I really need the help of this forum on this one. My supervisor and I are in disagreement about how a complex version of Mercer's theorem should look like. Since we couldn't find any sources for the complex case, we are both a bit puzzled about how the other one arrived at their conclusion (hence a literature reference would also be crucial and appreciated). Let $\mathcal{M}$ be a nice enough manifold. His version is:
Let $$Tf(\textbf{y}) := \int_{\mathcal{M}} K(\textbf{x},\textbf{y}) f(\textbf{x}) \, \mathrm{d} \mathbf{x}$$ Suppose $K$ is a continuous symmetric (or hermitian) non-negative definite kernel. Then there is an orthonormal basis $\varphi_n(\mathbf x)$ of $L_2(\mathcal M)$ consisting of eigenfunctions of $TK$ such that the corresponding sequence of eigenvalues $\lambda_1\ge \lambda_2\ge \ldots>0$ is nonnegative. The eigenfunctions corresponding to non-zero eigenvalues are continuous on $\mathcal M$ and $K$ has the representation $$ K(x,y)=\sum_{n=1}^{\infty }\lambda_{n}\,\varphi_{n}(x)\, \overline{\varphi_{n}(y)} $$
where the convergence is absolute and uniform with \begin{equation*} \lambda_n \varphi_n(y) =\int_{\mathcal M} K(x,y) \varphi_n(x) \mathrm d x \, . \end{equation*}
My version is:
Let $$Tf(\textbf{y}) := \int_{\mathcal{M}} K(\textbf{x},\textbf{y}) f(\textbf{x}) \, \mathrm{d} \mathbf{x}$$ Suppose $K$ is a continuous symmetric (or hermitian) non-negative definite kernel. Then there is an orthonormal basis $\varphi_n(\mathbf x)$ of $L_2(\mathcal M)$ consisting of eigenfunctions of $TK$ such that the corresponding sequence of eigenvalues $\lambda_1\ge \lambda_2\ge \ldots>0$ is nonnegative. The eigenfunctions corresponding to non-zero eigenvalues are continuous on $\mathcal M$ and $K$ has the representation $$ K(x,y)=\sum_{n=1}^{\infty }\lambda_{n}\,\color{red}{\overline{\varphi_{n}(x)}\, \varphi_{n}(y)} $$
where the convergence is absolute and uniform with \begin{equation*} \lambda_n \varphi_n(y) =\int_{\mathcal M} \color{red}{K(x,y) \varphi_n(x)} \mathrm d x \, . \end{equation*}
$\color{red}{\text{Expressions that were changed in response to the comments (conjugated to fit the proposed solution).}}$
He explains his solution as follows: Since the literature does not tell us explicitly about the complex case, we must assume that the complex case follows by almost exact analogy.

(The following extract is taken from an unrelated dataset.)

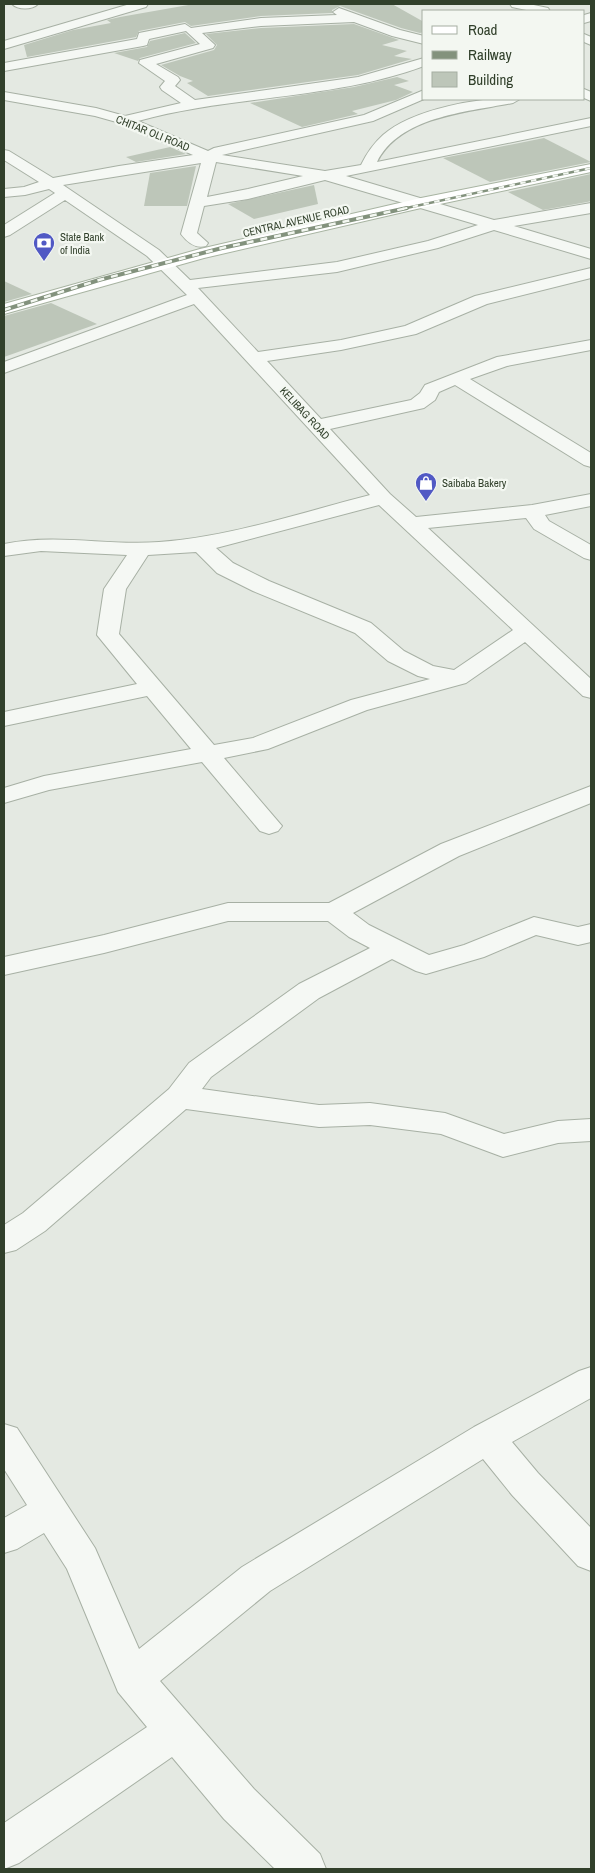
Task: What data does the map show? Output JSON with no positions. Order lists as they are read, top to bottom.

I explain my solution as follows: By assuming correctness of the stated theorem, we should be able to plug in a kernel $K$ with finite representation (i.e. finitely many non-zero eigenvalues) and show that the second equality for $\lambda_n \varphi_n(\mathbf{y})$ holds. I can even support this with numerical evidence from an algorithm that rests upon Mercer's theorem for this case -- but my supervisor wouldn't budge and I feel a bit icky trying to get behind his reasoning (barring obvious counterexamples)...
Thank you for any input on the matter!
Since there are too much comments, posting this as an answer. I think its just about change of basis. $T,f,K(x,y)$ written in basis $\phi_n$ is your formula and $T,f,K(x,y)$ written in basis $\phi^*_n$ is your advisors formula. Having said that both formulas are equally correct under the constraint $T\phi_n = \lambda_n \phi_n$ and $T\phi_n^* = \lambda_n \phi_n^*$.
I am assuming orthonormal basis $\{\phi_n\}$ are orthonormal w.r.t $L_2$ inner product and not inner product w.r.t kernel. If what your advisor said is correct, you will have the two equations i mentioned: $T\phi_n = \lambda_n \phi_n$ and $T\phi_n^* = \lambda_n \phi_n^*$. May be these 2 equations are your advisor's motivation.
These 2 conditions imply $T_{K-K^*}$ is a $0$ operator. This implies $K = K^*$. This implies $K$ is real. May be this can be your argument.